Immunosuppression, a double-edged sword: sepsis, skin cancer risk, and potential Multiple Sclerosis stabilization

Abstract

Background: Immunosuppression remains an essential component in post-transplant care but carries significant risks, including infection and malignancy. However, post-transplant immunosuppressants may have a role in stabilising multiple sclerosis (MS), despite not being first-line therapy.

Case Presentation: A 65-year-old female with a history of autosomal dominant polycystic kidney disease and associated polycystic liver disease underwent a deceased-donor renal transplant in 1998. Her long-term maintenance immunosuppressive regimen included tacrolimus, low-dose prednisolone, and azathioprine (discontinued in 2024). She was diagnosed with MS in 1990. In July 2024, she was hospitalised for sepsis, with an enhancing hepatic cyst being the presumed source. Blood cultures grew Enterococcus faecium, which was treated with IV vancomycin. This occured on the background of recurrent gram-negative bacteraemias and non-melanoma skin cancers since 2020. These complications were attributed to long-term immunosuppression. Nonetheless, her MS has remained clinically stable for over 20 years. She reported no relapses or neurological deficits, and an MRI in September 2024 showed no new demyelinating lesions.

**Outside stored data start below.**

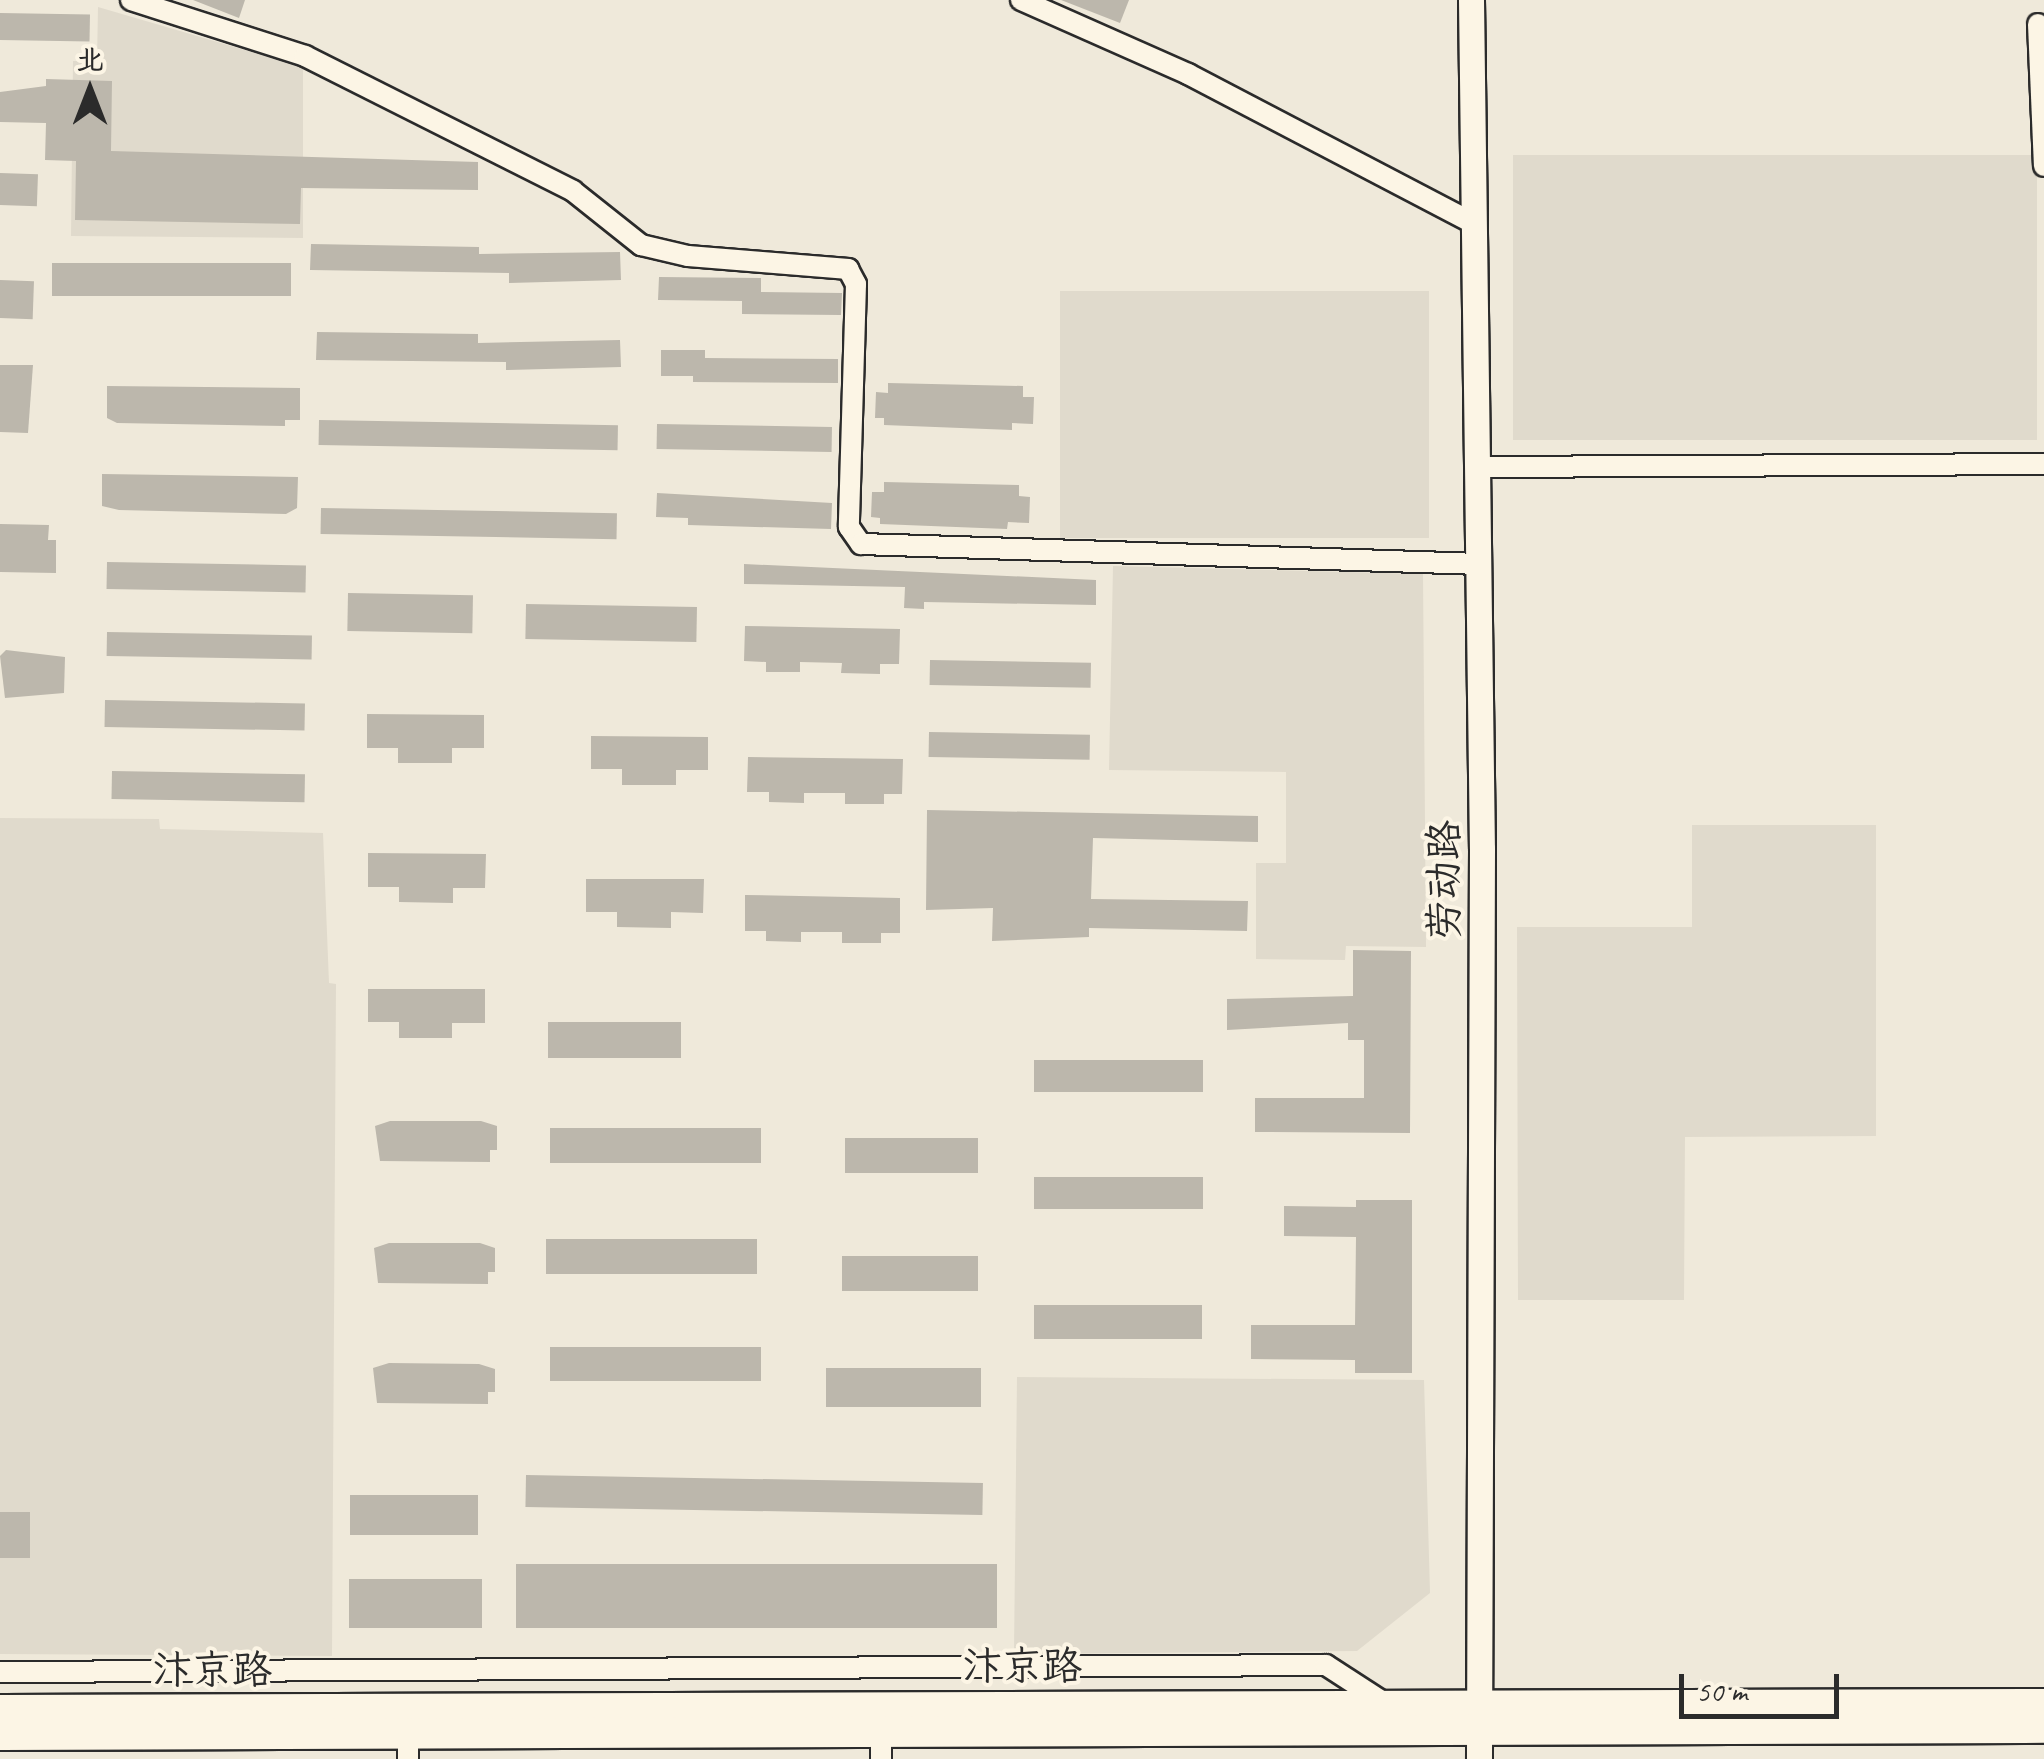 <!DOCTYPE html>
<meta charset="utf-8">
<style>
body{margin:0}
#map{position:relative;width:2044px;height:1759px;overflow:hidden;background:#efe9da;font-family:Caveat,"LXGW WenKai TC",sans-serif}
div>[style]{position:absolute}
.built>*{inset:0;background:#e0dacc;transform-origin:0 0}
.building>*{inset:0;background:#bcb7ac;transform-origin:0 0}
.roads{filter:drop-shadow(2px 0 #2b2b2b) drop-shadow(-2px 0 #2b2b2b) drop-shadow(0 2px #2b2b2b) drop-shadow(0 -2px #2b2b2b)}
.minor>*{height:20px;margin:-10px;padding:0 10px;transform-origin:10px;border-radius:10px;background:#fcf5e5}
.tertiary>*{height:25px;margin:-12.5px;padding:0 12.5px;transform-origin:12.5px;border-radius:12.5px;background:#fcf5e5}
.secondary>*{height:30px;margin:-15px;padding:0 15px;transform-origin:15px;border-radius:15px;background:#fcf5e5}
span{translate:-50% -50%;white-space:nowrap;text-align:center;line-height:1.15;-webkit-text-stroke:8px #fcf5e5;paint-order:stroke}
.street-label{font-size:40px;color:#2b2b2b}
.north{position:absolute;left:40px;top:40px;width:100px;height:100px;-webkit-text-stroke:8px #fcf5e5;paint-order:stroke;rotate:0deg;font-size:28px;font-weight:700;line-height:40px;text-align:center;color:#2b2b2b}
.north::after{content:'';display:block;margin:auto;width:35px;height:45px;background:#2b2b2b;clip-path:polygon(50% 0,100% 100%,50% 72%,0 100%)}
.scale{position:absolute;left:1679px;top:1674px;width:160px;height:45px;box-sizing:border-box;border:5px solid #2b2b2b;border-top:0;padding-left:12px;font-size:30px;line-height:35px;white-space:nowrap;color:#2b2b2b;-webkit-text-stroke:8px #fcf5e5;paint-order:stroke}
</style>
<div id="map">
<div class="built">
<div style="clip-path:polygon(98px 7px,303px 67px,303px 238px,71px 236px,73px 61px,97px 61px)"></div>
<div style="left:2037px;top:155px;width:285px;height:524px;rotate:90deg"></div>
<div style="left:1060px;top:291px;width:369px;height:247px"></div>
<div style="clip-path:polygon(1113px 566px,1423px 574px,1426px 947px,1346px 946px,1345px 960px,1256px 959px,1256px 863px,1286px 863px,1286px 772px,1109px 770px)"></div>
<div style="clip-path:polygon(0 818px,159px 819px,160px 829px,323px 833px,329px 983px,336px 984px,332px 1656px,0 1654px)"></div>
<div style="clip-path:polygon(1692px 825px,1876px 825px,1876px 1136px,1685px 1137px,1684px 1300px,1518px 1300px,1517px 927px,1692px 927px)"></div>
<div style="clip-path:polygon(1017px 1377px,1424px 1380px,1430px 1593px,1357px 1651px,1014px 1654px)"></div>
</div>
<div class="building">
<div style="clip-path:polygon(193px 0,245px 0,239px 18px)"></div>
<div style="clip-path:polygon(1061px 0,1129px 0,1120px 23px)"></div>
<div style="left:0;top:13px;width:90px;height:27px;rotate:1deg"></div>
<div style="clip-path:polygon(46px 79px,112px 81px,111px 151px,478px 162px,478px 190px,301px 188px,300px 224px,75px 220px,76px 161px,45px 160px,46px 123px,0 122px,0 92px,46px 86px)"></div>
<div style="left:0;top:173px;width:38px;height:32px;rotate:2deg"></div>
<div style="clip-path:polygon(311px 244px,479px 247px,479px 254px,620px 252px,621px 280px,509px 283px,509px 273px,310px 270px)"></div>
<div style="left:52px;top:263px;width:239px;height:33px"></div>
<div style="clip-path:polygon(659px 277px,761px 278px,761px 292px,842px 293px,841px 315px,742px 314px,742px 301px,658px 300px)"></div>
<div style="left:0;top:280px;width:34px;height:38px;rotate:2deg"></div>
<div style="clip-path:polygon(317px 332px,478px 334px,478px 343px,620px 340px,621px 367px,506px 370px,506px 362px,316px 360px)"></div>
<div style="clip-path:polygon(661px 350px,705px 350px,705px 358px,838px 359px,838px 383px,693px 382px,693px 376px,661px 376px)"></div>
<div style="clip-path:polygon(0 365px,33px 365px,28px 433px,0 432px)"></div>
<div style="clip-path:polygon(888px 383px,1023px 386px,1023px 397px,1034px 397px,1033px 424px,1012px 423px,1012px 430px,884px 425px,884px 418px,875px 418px,876px 392px,888px 393px)"></div>
<div style="clip-path:polygon(107px 386px,300px 388px,300px 420px,285px 420px,285px 426px,117px 423px,107px 418px)"></div>
<div style="left:319px;top:420px;width:299px;height:25px;rotate:1deg"></div>
<div style="left:657px;top:424px;width:175px;height:25px;rotate:1deg"></div>
<div style="clip-path:polygon(102px 474px,298px 477px,297px 508px,286px 514px,119px 510px,102px 506px)"></div>
<div style="clip-path:polygon(884px 482px,1019px 485px,1019px 496px,1030px 497px,1029px 523px,1008px 522px,1007px 529px,880px 524px,880px 518px,871px 517px,872px 492px,884px 492px)"></div>
<div style="clip-path:polygon(657px 493px,832px 503px,831px 529px,688px 525px,688px 518px,656px 517px)"></div>
<div style="left:321px;top:508px;width:296px;height:26px;rotate:1deg"></div>
<div style="clip-path:polygon(0 524px,49px 525px,48px 540px,56px 540px,56px 573px,0 572px)"></div>
<div style="left:107px;top:562px;width:199px;height:27px;rotate:1deg"></div>
<div style="clip-path:polygon(744px 564px,1096px 580px,1096px 605px,924px 602px,924px 609px,904px 608px,905px 587px,744px 584px)"></div>
<div style="left:348px;top:593px;width:125px;height:38px;rotate:1deg"></div>
<div style="left:526px;top:604px;width:171px;height:35px;rotate:1deg"></div>
<div style="clip-path:polygon(745px 626px,900px 629px,899px 664px,880px 664px,880px 674px,841px 673px,842px 663px,800px 662px,800px 672px,766px 672px,766px 662px,744px 661px)"></div>
<div style="left:107px;top:632px;width:205px;height:24px;rotate:1deg"></div>
<div style="clip-path:polygon(6px 650px,65px 657px,64px 693px,5px 698px,0 656px)"></div>
<div style="left:930px;top:660px;width:161px;height:25px;rotate:1deg"></div>
<div style="left:105px;top:700px;width:200px;height:27px;rotate:1deg"></div>
<div style="clip-path:polygon(367px 714px,484px 715px,484px 748px,452px 748px,452px 763px,398px 763px,398px 748px,367px 748px)"></div>
<div style="left:929px;top:732px;width:161px;height:25px;rotate:1deg"></div>
<div style="clip-path:polygon(591px 736px,708px 737px,708px 770px,676px 770px,676px 785px,622px 785px,622px 769px,591px 769px)"></div>
<div style="clip-path:polygon(748px 757px,903px 759px,902px 794px,884px 794px,884px 804px,845px 804px,845px 793px,804px 793px,804px 803px,769px 802px,769px 792px,747px 792px)"></div>
<div style="left:112px;top:771px;width:193px;height:28px;rotate:1deg"></div>
<div style="clip-path:polygon(927px 810px,1258px 816px,1258px 842px,1093px 838px,1091px 899px,1248px 901px,1247px 931px,1089px 928px,1089px 937px,992px 941px,993px 908px,926px 910px)"></div>
<div style="clip-path:polygon(368px 853px,486px 854px,485px 888px,453px 888px,453px 903px,399px 902px,399px 887px,368px 887px)"></div>
<div style="clip-path:polygon(586px 879px,704px 879px,703px 913px,671px 912px,671px 928px,617px 927px,617px 912px,586px 912px)"></div>
<div style="clip-path:polygon(745px 895px,900px 898px,900px 933px,881px 933px,881px 943px,842px 943px,842px 932px,801px 932px,801px 942px,766px 941px,766px 931px,745px 931px)"></div>
<div style="clip-path:polygon(1353px 950px,1411px 951px,1410px 1133px,1255px 1132px,1255px 1098px,1364px 1098px,1364px 1040px,1348px 1040px,1348px 1023px,1227px 1030px,1227px 999px,1353px 996px)"></div>
<div style="clip-path:polygon(368px 989px,485px 989px,485px 1023px,452px 1023px,452px 1038px,399px 1038px,399px 1022px,368px 1022px)"></div>
<div style="left:548px;top:1022px;width:133px;height:36px"></div>
<div style="left:1034px;top:1060px;width:169px;height:32px"></div>
<div style="clip-path:polygon(390px 1121px,481px 1121px,497px 1126px,497px 1150px,490px 1150px,490px 1162px,380px 1161px,375px 1126px)"></div>
<div style="left:550px;top:1128px;width:211px;height:35px"></div>
<div style="left:845px;top:1138px;width:133px;height:35px"></div>
<div style="left:1034px;top:1177px;width:169px;height:32px"></div>
<div style="clip-path:polygon(1356px 1200px,1412px 1200px,1412px 1373px,1355px 1373px,1355px 1360px,1251px 1359px,1251px 1325px,1355px 1325px,1356px 1237px,1284px 1236px,1284px 1206px,1356px 1207px)"></div>
<div style="left:546px;top:1239px;width:211px;height:35px"></div>
<div style="clip-path:polygon(389px 1243px,480px 1243px,495px 1248px,495px 1272px,488px 1272px,488px 1284px,378px 1283px,374px 1248px)"></div>
<div style="left:842px;top:1256px;width:136px;height:35px"></div>
<div style="left:1034px;top:1305px;width:168px;height:34px"></div>
<div style="left:550px;top:1347px;width:211px;height:34px"></div>
<div style="clip-path:polygon(389px 1363px,479px 1364px,495px 1369px,495px 1392px,488px 1392px,488px 1404px,377px 1403px,373px 1368px)"></div>
<div style="left:826px;top:1368px;width:155px;height:39px"></div>
<div style="left:526px;top:1475px;width:457px;height:32px;rotate:1deg"></div>
<div style="left:350px;top:1495px;width:128px;height:40px"></div>
<div style="left:0;top:1512px;width:30px;height:46px"></div>
<div style="left:516px;top:1564px;width:481px;height:64px"></div>
<div style="left:349px;top:1579px;width:133px;height:49px"></div>
</div>
<div class="roads">
<div class="minor">
<div style="left:131px;top:0;width:183px;rotate:17.8deg"></div>
<div style="left:305px;top:56px;width:300px;rotate:26.7deg"></div>
<div style="left:573px;top:191px;width:87px;rotate:38.5deg"></div>
<div style="left:641px;top:245px;width:48px;rotate:13.2deg"></div>
<div style="left:688px;top:256px;width:161px;rotate:4.6deg"></div>
<div style="left:848px;top:269px;width:17px;rotate:62deg"></div>
<div style="left:856px;top:284px;width:243px;rotate:91.7deg"></div>
<div style="left:849px;top:527px;width:21px;rotate:55deg"></div>
<div style="left:861px;top:544px;width:618px;rotate:1.85deg"></div>
<div style="left:1021px;top:0;width:183px;rotate:23.9deg"></div>
<div style="left:1188px;top:74px;width:322px;rotate:27.6deg"></div>
<div style="left:2038px;top:24px;width:142px;rotate:87.6deg"></div>
<div style="left:1478px;top:467px;width:566px;rotate:-0.3deg"></div>
<div style="left:0;top:1672px;width:1326px;rotate:-0.3deg"></div>
<div style="left:1326px;top:1665px;width:72px;rotate:33deg"></div>
<div style="left:408px;top:1734px;width:25px;rotate:90deg"></div>
<div style="left:881px;top:1759px;width:27px;rotate:-90deg"></div>
</div>
<div class="tertiary">
<div style="left:1471px;top:0;width:849px;rotate:89.26deg"></div>
<div style="left:1482px;top:849px;width:910px;rotate:90.19deg"></div>
</div>
<div class="secondary">
<div style="left:0;top:1710px;width:2044px;rotate:-0.17deg"></div>
<div style="left:0;top:1735px;width:2044px;rotate:-0.2deg"></div>
</div>
</div>
<div class="street-label">
<span style="left:1444px;top:880px;rotate:-90deg">劳动路</span>
<span style="left:1022px;top:1666px">汴京路</span>
<span style="left:212px;top:1670px">汴京路</span>
</div>
<div class="north">北</div>
<div class="scale">50 m</div>
</div>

Discussion: This case highlights the double-edged nature of immunosuppressive therapy. While tacrolimus and azathioprine are associated with increased risk of infections and malignancies, particularly skin cancers, they may also modulate autoimmune neuroinflammation. Although evidence for tacrolimus use in MS treatment remains limited, some studies suggest possible neuroprotective effects. Conversely, while azathioprine has shown potential benefits in relapse reduction in controlled trials, further research is needed to establish its full utility in MS management. Short-term high-dose prednisolone is effective in acute exacerbations but lacks evidence for long-term MS stabilisation.

Conclusion: This is a unique case of long-term immunosuppressants resulting in recurrent severe infections and malignancies, yet coinciding with sustained MS stabilisation. This raises the hypothesis that certain non-first-line agents may contribute to MS modulation, warranting further investigation.